The weak point in this app is the lack of selection, though 21 of your favourite casino games including slots and baccarat are available.
With the number of mobile gambling apps continuing to increase, gamers are only going to see more and more great opportunities come their way.
Twitter has successful IPO
Twitter’s IPO went very smoothly, unlike the rocky debut experienced by Facebook shares. The stock closed at $44.90 per share, up considerably from the $26 IPO price. Twitter founders Jack Dorsey and Evan Williams also made out nicely, as they agreed to lockup agreements in lieu of selling shares through the IPO. Both are billionaires on paper.
Now we’ll see if Twitter can now live up to this IPO hype. It’s an incredible services, but its revenue and profit numbers are much smaller than those of Google and Facebook when those companies went public. We’ll see what kinds of revenue-generating projects they are willing to consider, and whether users will have a problem with any of them.
NFL Network huge media success
Some are questioning the future of cable TV, but nobody questions the importance of valuable content which can be distributed through various means. The success of the NFL Network is another example of the value of great content. The popularity of the NFL continues to explode and their investment in the NFL Network ten years ago appears to be another stroke of genius.
Sports, news and new TV shows are some of the items that will help cable TV stay relevant in the face of new trends where appointment TV is giving way to streaming TV that can be watched at any time. Many people are giving up the notion of regular TV and are watching shows when it’s convenient for them as they now have multiple devices like iPads that they can use to watch their shows.
With the NFL Network, that isn’t much of a worry, as sports-obsessed fans can’t get enough of NFL programming. They’re into their favorite teams, their fantasy football teams or their weekly picks against the spread. They’ll be absorbing as much NFL content as they can as they plan for their 2014 Super Bowl betting picks. On Thursday nights they’ll watch even the most lame matchups on the NFL Network and then complain about the game endlessly on Twitter, which brings up the social media angle. Sports is one of those things people love to talk about and argue about on social media. It fuels a ton of activity, making a simple NFL game a global conversation as opposed to a lonely evening alone on the couch.

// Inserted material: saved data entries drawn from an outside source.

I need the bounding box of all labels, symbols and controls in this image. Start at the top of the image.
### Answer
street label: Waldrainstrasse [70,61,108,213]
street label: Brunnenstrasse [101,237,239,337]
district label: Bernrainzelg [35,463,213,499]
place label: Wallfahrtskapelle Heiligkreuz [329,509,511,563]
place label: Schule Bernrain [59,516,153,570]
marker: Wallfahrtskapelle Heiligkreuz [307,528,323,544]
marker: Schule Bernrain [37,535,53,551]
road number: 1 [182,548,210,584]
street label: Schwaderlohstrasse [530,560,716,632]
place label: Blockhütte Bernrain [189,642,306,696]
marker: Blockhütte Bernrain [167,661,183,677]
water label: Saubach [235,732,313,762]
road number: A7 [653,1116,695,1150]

The NFL could have screwed this up, but they quality of the programming has been excellent. They brought over Rich Eisen from ESPN to be one of the lead anchors and then signed a bunch of former NFL players. Of course they also have a stable of hotties showing off their legs like Nicole Zaloumis, Molly Qerim, Amber Theoharis and Lindsay Rhodes. They leveraged years of NFL Films content and put together tons of those silly lists people love to argue about. Reports indicate that ESPN almost invested in the NFL Network several years ago. I’m guessing the NFL execs are happy that didn’t happen as the network has grown into an incredibly valuable media property.

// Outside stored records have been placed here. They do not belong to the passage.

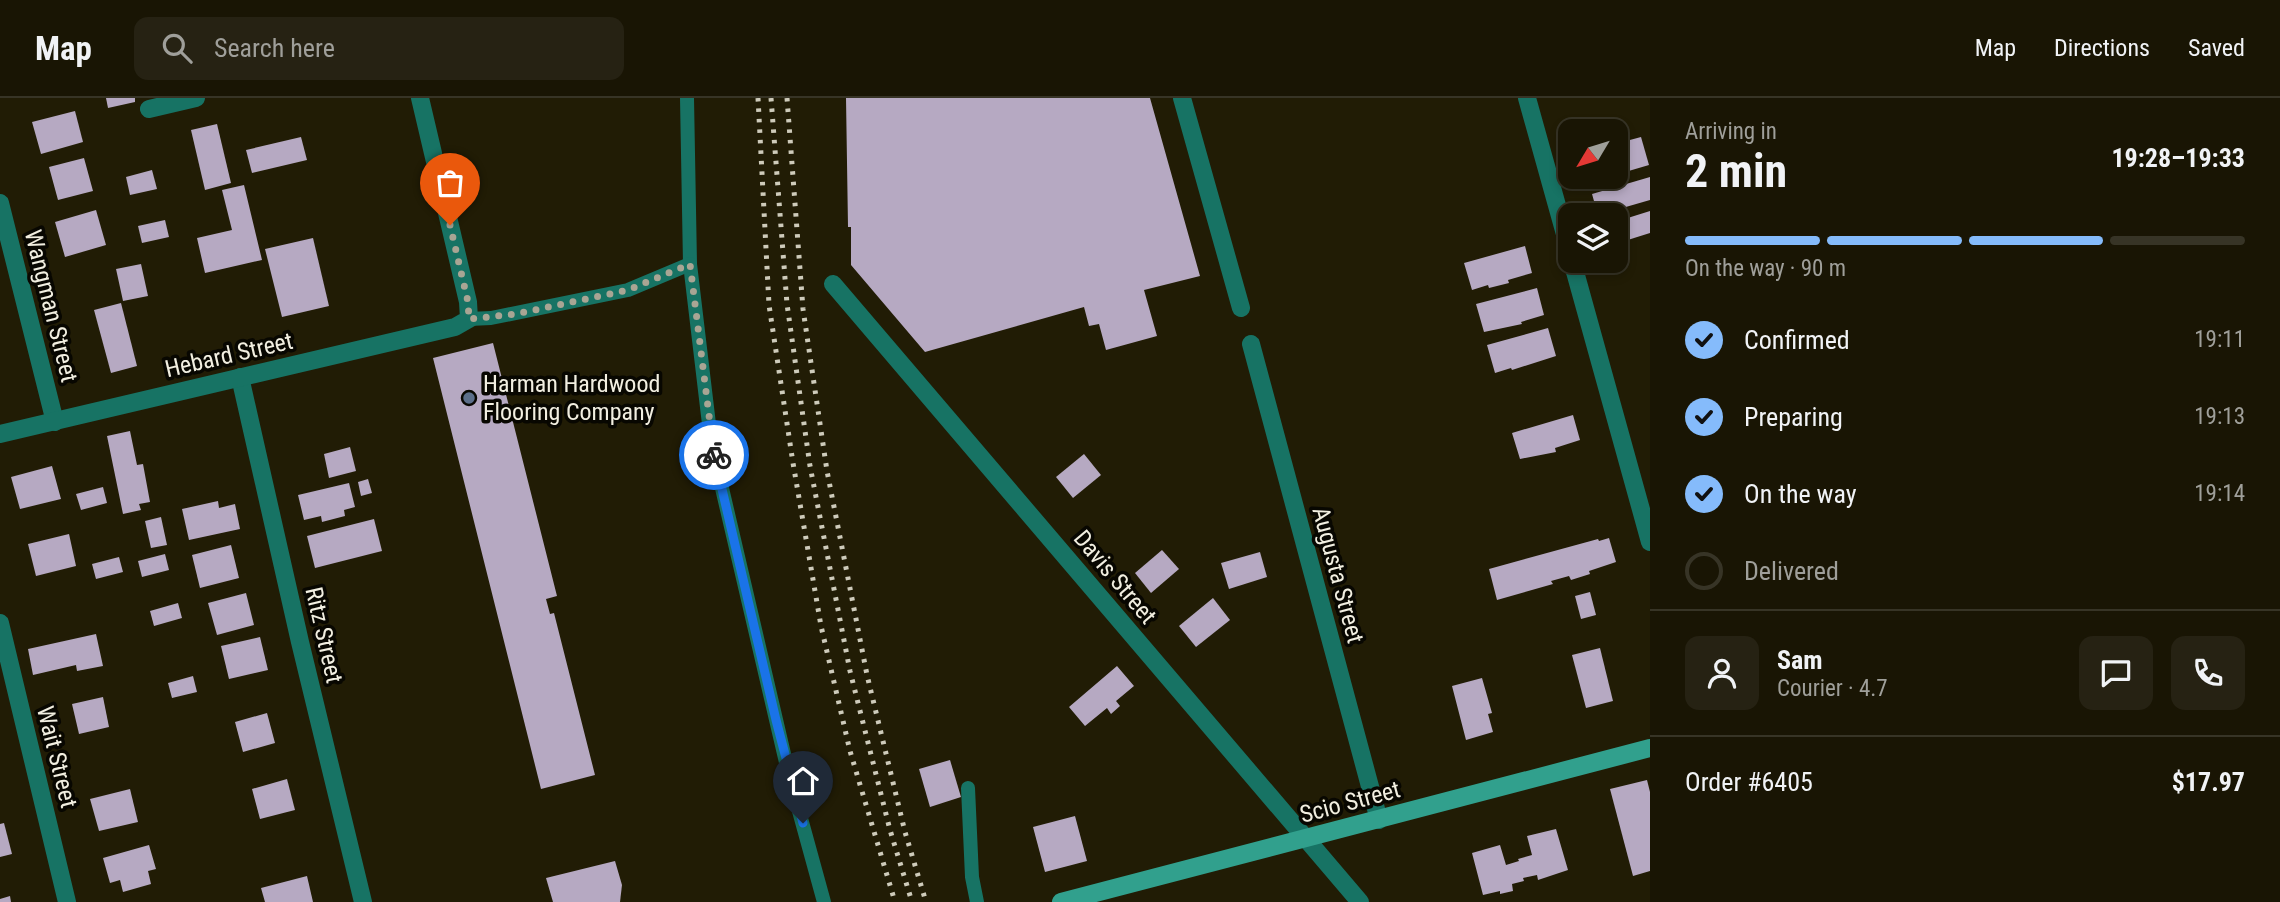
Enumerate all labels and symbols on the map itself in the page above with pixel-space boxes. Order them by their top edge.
north arrow [1558,119,1628,189]
pin [420,153,480,225]
street label: Wangman Street [19,227,83,385]
street label: Hebard Street [162,327,296,383]
place label: Harman Hardwood Flooring Company [483,370,660,426]
marker: Harman Hardwood Flooring Company [461,390,477,406]
courier [679,420,749,490]
street label: Augusta Street [1306,504,1370,646]
street label: Davis Street [1068,525,1162,629]
street label: Ritz Street [299,584,349,686]
street label: Wait Street [31,703,83,811]
pin [773,751,833,823]
street label: Scio Street [1297,775,1403,829]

Proliferation of daily fantasy sports games
Did you capitalize on Brian Hoyer starting for the Cleveland Browns once Brandon Weeden got hurt? Or have you been riding Peyton Manning’s incredible performances so far this season. You might think I’m referring to typical conversations for fantasy football, but with the explosion of daily fantasy sports games, millions of dollars are legally changing hands as websites and now even apps try to capitalize on these games of skill. This has completely changed the landscape of sports betting as players now have the option of risking cash on daily fantasy games as opposed to the traditional method of picking games against the spread. Now with SideDraft being added to the Apple app store we might see the games become even more popular.
The key revolves around the notion that picking lineups in a fantasy game makes these games “skill” games that are not prohibited by various state and federal laws. With the popularity of fantasy football and other sports, these new sites just add the cash element and suddenly we have a new niche exploding around the web. The key difference from a game point of view is that you pick different players each week, so you’re not stuck with a crappy like regular fantasy football if you have a bad draft or have key injuries on your roster.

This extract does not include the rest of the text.